A third Indian official said on Monday that there had been no significant withdrawals or reinforcements on either side since the foreign ministers of the two countries met last week, Reuters reported.
“It is as tense as earlier,” he said.
“Our biggest worry is that they have laid optical fibre cables for high-speed communications,” the first official said, referring to the lake’s southern bank, where Indian and Chinese troops are only a few hundred metres apart at some points.”They have been laying optical fibre cables on the southern bank at breakneck speed,” he said.
Indian intelligence agencies noted similar cables to the north of the Pangong Tso lake around a month ago, the second government official said.
The first government official said the authorities were alerted to such activity after satellite imagery showed unusual lines in the sand of the high-altitude deserts to the south of Pangong Tso.These lines were judged by experts – and corroborated by foreign intelligence agencies – to be communication cables laid in trenches, he said, including near the Spanggur gap, among hilltops where soldiers fired in the air recently for the first time in decades.
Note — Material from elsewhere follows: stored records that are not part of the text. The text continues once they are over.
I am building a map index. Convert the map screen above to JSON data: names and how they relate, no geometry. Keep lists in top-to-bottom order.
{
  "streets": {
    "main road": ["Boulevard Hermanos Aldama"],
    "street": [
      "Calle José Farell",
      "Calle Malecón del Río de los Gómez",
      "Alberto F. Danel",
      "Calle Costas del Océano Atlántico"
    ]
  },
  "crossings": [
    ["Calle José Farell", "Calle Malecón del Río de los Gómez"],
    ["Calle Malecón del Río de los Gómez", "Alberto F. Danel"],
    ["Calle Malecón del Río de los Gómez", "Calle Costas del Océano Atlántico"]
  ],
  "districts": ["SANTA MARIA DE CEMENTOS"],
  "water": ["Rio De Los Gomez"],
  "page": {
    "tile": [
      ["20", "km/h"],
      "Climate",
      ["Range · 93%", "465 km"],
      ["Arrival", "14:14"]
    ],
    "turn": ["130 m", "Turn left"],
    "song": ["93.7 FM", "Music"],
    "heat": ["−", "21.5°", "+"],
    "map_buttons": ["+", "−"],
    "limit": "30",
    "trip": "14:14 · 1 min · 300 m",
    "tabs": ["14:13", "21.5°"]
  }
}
Officials say a build-up in border infrastructure on their side is also likely to have played a part in the months-long confrontation.A former military intelligence official, who declined to be named because of the sensitivity of the matter, said optical fibre cables offered communications security as well as the ability to send data such as pictures and documents.”If you speak on radio, it can get caught. Communications on optical fibre cables are secure,” he said.